A nova abordagem substitui métodos invasivos por um processo de digitalização de imagem. O paciente ingere apenas um líquido que libera gases para inflar o estômago, permitindo que o tomógrafo capture as paredes internas sem obstruções. A técnica remove desconfortos físicos e psicológicos comuns em exames convencionais, como o risco de aspiração de bário ou a sedação necessária para a passagem da câmera gástrica.
Integração entre hardware médico e realidade virtual
O sistema opera a partir de um fluxo de trabalho tecnológico complexo que transforma dados brutos de radiação em ambientes imersivos. Após a captura das imagens pelo tomógrafo, um software proprietário processa os arquivos e os converte para o formato VR180, permitindo que médicos visualizem o estômago como se estivessem dentro dele.
- Utilização do tomógrafo SOMATOM Force de última geração.
- Geração de imagens tridimensionais com profundidade imersiva.
- Processamento de dados via software exclusivo das universidades.
- Visualização final realizada através de óculos de realidade virtual.
- Eliminação total do uso de sedativos e tubos flexíveis.
A precisão do diagnóstico é garantida pela velocidade do equipamento utilizado no estudo. O modelo SOMATOM Force conta com dois tubos de raios X, o que permite uma digitalização ultrarrápida.
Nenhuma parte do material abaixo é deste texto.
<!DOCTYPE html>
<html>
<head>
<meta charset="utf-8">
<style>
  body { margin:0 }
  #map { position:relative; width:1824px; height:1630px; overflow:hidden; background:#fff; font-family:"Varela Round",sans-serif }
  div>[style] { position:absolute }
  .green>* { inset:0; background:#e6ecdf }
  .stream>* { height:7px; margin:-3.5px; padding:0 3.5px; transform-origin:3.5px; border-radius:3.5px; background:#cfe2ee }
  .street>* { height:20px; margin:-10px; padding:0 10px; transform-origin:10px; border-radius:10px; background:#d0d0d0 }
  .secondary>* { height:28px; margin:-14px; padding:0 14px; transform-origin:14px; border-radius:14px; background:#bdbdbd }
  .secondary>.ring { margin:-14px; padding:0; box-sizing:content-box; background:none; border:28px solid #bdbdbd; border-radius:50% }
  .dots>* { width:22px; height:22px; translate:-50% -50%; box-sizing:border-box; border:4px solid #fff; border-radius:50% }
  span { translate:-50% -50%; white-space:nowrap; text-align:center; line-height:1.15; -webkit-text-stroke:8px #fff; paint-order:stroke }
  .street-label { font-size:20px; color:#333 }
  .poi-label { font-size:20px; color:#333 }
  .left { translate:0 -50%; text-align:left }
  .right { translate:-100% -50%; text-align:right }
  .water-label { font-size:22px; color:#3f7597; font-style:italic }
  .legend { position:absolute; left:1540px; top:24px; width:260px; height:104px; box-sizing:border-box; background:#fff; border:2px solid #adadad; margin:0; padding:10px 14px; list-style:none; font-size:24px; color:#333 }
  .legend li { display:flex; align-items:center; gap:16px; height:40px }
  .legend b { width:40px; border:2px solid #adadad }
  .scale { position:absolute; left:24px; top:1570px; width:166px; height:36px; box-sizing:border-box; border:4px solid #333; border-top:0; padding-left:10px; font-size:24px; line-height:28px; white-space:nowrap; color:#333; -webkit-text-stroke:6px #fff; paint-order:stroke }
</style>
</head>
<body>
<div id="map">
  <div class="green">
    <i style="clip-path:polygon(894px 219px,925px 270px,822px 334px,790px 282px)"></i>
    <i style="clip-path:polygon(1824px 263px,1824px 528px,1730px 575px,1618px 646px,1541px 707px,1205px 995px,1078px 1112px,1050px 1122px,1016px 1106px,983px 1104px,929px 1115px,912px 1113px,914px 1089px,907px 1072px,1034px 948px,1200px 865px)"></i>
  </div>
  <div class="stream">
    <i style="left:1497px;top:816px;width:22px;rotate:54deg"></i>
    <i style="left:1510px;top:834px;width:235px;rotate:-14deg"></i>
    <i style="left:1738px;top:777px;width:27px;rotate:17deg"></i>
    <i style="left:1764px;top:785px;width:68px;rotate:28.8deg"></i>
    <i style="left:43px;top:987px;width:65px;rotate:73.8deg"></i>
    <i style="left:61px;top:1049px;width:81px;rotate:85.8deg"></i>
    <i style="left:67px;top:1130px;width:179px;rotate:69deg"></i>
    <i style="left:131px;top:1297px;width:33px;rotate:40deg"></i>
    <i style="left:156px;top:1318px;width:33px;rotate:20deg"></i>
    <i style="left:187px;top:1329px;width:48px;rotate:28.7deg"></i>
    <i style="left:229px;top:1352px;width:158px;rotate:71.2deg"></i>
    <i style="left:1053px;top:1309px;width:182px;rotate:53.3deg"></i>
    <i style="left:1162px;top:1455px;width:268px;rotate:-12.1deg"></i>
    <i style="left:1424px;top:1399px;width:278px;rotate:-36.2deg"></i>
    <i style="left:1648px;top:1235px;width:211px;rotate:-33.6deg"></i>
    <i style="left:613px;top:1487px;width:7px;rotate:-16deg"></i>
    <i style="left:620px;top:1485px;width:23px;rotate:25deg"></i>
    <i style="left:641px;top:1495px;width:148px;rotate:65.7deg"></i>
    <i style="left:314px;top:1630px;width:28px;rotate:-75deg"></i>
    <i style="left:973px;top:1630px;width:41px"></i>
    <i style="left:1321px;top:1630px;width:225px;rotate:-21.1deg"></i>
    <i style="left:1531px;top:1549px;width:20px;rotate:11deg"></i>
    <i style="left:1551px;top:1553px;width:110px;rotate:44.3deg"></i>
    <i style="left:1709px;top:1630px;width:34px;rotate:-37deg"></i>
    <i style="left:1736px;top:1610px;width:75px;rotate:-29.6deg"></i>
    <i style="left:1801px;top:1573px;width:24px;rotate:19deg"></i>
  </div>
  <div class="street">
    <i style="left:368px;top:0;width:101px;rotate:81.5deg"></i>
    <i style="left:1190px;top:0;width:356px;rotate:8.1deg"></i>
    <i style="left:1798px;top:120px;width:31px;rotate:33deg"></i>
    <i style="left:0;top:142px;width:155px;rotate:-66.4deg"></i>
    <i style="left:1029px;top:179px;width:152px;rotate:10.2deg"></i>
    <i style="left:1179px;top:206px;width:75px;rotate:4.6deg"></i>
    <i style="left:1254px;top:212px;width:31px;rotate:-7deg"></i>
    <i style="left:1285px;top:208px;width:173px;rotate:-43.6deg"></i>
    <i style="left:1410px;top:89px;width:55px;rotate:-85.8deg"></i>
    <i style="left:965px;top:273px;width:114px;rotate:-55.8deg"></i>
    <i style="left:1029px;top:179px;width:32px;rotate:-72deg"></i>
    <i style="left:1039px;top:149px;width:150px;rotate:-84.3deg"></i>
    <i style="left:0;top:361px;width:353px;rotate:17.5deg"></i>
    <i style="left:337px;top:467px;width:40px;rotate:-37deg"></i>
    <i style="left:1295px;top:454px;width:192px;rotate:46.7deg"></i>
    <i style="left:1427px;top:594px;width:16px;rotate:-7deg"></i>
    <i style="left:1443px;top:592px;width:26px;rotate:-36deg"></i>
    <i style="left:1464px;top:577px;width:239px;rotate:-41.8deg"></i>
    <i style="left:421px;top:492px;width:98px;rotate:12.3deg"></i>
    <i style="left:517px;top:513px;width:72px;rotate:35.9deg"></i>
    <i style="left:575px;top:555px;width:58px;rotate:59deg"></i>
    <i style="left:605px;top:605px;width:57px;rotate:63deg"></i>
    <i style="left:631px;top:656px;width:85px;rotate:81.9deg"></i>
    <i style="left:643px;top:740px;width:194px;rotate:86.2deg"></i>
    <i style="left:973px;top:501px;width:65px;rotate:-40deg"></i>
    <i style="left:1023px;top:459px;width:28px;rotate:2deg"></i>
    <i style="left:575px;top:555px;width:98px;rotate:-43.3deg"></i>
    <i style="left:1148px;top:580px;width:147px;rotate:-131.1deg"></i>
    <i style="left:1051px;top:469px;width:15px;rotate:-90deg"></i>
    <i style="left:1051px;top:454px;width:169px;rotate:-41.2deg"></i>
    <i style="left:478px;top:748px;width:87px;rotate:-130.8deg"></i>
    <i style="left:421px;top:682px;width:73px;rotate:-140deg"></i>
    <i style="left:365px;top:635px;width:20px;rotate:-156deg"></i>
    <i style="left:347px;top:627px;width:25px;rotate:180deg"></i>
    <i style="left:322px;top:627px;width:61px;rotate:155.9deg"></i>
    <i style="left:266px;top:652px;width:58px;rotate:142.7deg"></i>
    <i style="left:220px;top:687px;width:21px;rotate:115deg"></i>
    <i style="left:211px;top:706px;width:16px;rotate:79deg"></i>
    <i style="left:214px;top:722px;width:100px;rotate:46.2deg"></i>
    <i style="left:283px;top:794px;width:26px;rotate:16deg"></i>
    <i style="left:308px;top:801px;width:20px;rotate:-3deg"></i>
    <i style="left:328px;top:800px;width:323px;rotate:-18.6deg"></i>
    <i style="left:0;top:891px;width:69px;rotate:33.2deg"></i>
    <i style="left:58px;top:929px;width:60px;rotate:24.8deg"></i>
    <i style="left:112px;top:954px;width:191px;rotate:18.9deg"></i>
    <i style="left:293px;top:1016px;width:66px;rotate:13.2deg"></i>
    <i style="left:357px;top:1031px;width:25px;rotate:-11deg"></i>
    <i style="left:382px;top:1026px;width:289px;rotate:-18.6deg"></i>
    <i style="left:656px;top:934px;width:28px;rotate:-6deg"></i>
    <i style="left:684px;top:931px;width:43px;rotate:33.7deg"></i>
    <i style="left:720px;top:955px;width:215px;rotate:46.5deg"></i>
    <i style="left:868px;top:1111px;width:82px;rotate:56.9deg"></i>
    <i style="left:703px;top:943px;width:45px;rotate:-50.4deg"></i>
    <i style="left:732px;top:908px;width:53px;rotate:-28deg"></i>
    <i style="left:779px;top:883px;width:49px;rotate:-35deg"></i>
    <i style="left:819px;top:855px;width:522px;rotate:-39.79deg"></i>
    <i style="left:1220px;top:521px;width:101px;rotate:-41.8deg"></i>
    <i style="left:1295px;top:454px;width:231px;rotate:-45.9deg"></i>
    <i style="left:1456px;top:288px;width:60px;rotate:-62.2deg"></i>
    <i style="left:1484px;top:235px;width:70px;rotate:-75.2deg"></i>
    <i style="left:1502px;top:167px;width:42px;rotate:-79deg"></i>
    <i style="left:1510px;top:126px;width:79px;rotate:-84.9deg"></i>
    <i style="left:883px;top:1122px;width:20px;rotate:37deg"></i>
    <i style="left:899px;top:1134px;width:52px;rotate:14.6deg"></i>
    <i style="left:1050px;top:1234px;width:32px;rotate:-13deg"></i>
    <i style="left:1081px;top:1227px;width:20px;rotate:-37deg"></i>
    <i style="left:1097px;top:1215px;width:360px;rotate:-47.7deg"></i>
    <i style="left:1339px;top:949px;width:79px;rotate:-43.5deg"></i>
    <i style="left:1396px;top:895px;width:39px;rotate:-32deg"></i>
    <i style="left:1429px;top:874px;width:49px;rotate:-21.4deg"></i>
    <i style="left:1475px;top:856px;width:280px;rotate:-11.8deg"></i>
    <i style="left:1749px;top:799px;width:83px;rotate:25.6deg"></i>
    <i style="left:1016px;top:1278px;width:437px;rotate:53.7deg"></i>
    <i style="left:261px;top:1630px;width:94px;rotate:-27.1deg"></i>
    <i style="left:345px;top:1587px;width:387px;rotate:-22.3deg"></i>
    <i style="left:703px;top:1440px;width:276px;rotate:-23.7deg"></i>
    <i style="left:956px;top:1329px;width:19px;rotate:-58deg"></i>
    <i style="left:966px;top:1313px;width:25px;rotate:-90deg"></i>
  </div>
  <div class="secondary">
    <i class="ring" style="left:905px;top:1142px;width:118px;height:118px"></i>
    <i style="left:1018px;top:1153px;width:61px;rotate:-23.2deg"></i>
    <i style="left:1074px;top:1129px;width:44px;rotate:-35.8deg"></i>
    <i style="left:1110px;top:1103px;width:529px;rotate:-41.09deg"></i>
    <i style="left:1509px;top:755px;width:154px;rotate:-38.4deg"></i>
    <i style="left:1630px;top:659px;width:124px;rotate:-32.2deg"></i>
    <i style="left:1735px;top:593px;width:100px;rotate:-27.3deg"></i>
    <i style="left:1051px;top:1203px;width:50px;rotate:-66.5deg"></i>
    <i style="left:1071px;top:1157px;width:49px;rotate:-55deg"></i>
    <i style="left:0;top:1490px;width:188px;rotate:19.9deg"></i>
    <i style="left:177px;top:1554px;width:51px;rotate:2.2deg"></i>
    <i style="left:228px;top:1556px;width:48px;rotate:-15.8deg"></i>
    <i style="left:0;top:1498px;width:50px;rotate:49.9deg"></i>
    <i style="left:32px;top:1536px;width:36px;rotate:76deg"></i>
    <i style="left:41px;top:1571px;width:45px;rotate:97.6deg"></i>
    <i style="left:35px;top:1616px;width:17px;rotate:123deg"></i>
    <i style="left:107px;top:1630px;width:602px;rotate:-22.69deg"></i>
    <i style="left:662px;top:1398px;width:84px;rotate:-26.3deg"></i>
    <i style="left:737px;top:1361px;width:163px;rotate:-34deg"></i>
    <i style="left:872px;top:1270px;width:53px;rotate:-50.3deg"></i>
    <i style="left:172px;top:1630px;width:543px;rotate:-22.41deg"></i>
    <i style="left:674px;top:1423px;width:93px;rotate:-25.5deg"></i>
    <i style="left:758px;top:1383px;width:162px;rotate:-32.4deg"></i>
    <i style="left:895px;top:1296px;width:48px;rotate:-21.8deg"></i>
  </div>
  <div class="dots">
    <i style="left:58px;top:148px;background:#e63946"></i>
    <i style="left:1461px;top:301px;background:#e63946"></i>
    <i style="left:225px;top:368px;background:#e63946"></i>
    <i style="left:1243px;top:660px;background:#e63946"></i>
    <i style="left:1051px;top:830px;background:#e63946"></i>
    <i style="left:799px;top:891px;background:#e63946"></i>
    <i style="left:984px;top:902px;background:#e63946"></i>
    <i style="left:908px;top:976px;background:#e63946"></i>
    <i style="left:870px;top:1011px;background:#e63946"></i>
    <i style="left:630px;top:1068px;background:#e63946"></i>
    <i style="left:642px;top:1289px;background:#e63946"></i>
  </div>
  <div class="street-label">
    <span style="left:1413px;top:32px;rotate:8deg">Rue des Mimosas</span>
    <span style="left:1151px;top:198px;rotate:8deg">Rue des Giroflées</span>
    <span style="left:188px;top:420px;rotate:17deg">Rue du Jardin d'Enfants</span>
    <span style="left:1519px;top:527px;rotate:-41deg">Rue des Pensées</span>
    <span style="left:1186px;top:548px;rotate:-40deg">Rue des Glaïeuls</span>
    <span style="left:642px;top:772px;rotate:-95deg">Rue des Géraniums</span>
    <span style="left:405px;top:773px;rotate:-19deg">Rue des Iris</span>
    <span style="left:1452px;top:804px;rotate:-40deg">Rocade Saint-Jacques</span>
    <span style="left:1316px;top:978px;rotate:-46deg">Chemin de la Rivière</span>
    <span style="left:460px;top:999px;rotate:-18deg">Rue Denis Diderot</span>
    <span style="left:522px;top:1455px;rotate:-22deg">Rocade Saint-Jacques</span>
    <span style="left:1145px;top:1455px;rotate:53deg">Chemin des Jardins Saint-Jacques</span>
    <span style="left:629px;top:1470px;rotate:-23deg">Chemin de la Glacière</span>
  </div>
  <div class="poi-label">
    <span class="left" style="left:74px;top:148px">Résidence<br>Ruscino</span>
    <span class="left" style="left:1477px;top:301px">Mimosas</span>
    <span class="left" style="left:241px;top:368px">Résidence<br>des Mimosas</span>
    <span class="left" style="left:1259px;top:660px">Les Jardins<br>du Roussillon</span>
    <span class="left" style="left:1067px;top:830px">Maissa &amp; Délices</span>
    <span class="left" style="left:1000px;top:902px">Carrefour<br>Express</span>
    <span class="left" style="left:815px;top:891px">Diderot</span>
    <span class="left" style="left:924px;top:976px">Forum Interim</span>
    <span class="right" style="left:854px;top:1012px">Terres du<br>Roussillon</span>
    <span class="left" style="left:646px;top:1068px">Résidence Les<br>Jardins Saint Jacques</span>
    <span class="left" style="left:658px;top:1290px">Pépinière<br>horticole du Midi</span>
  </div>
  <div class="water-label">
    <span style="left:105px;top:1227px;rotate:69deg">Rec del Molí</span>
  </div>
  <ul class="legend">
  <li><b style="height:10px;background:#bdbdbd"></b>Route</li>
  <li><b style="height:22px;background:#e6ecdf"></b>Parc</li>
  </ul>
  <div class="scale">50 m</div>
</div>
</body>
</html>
Essa característica é fundamental para reduzir borrões causados pelos movimentos naturais do corpo, como a respiração ou os batimentos cardíacos, garantindo que as imagens 3D sejam nítidas o suficiente para detectar pequenas alterações nas paredes estomacais.
Benefícios para o rastreamento preventivo de doenças
A transição do conceito de “ingerir” para “tirar uma foto” visa aumentar a adesão da população aos exames preventivos. Historicamente, muitos pacientes evitam o rastreio do câncer de estômago devido ao medo da endoscopia ou aos efeitos colaterais do bário, como a constipação severa. Com a endoscopia virtual, o grupo de pesquisa espera que o diagnóstico precoce se torne mais frequente e menos traumático para o sistema público de saúde.
Especialistas envolvidos no projeto afirmam que a técnica não apenas facilita a vida do paciente, mas melhora a capacidade de análise do médico. Ao navegar pelo estômago em um ambiente de realidade virtual, o profissional de saúde pode observar ângulos que às vezes são difíceis de alcançar com o cabo rígido do endoscópio comum. A tecnologia permite uma exploração minuciosa de cada dobra da mucosa gástrica, identificando lesões milimétricas que poderiam passar despercebidas em chapas de raio X tradicionais.
O desenvolvimento deste método representa um marco na convergência entre a medicina diagnóstica e a computação gráfica de alta performance. As universidades japonesas agora trabalham na validação clínica em larga escala para que o protocolo possa ser adotado em hospitais fora do eixo acadêmico. A expectativa é que, com a popularização da tecnologia, o custo por exame reduza, tornando-se uma alternativa viável para programas de saúde coletiva ao redor do mundo.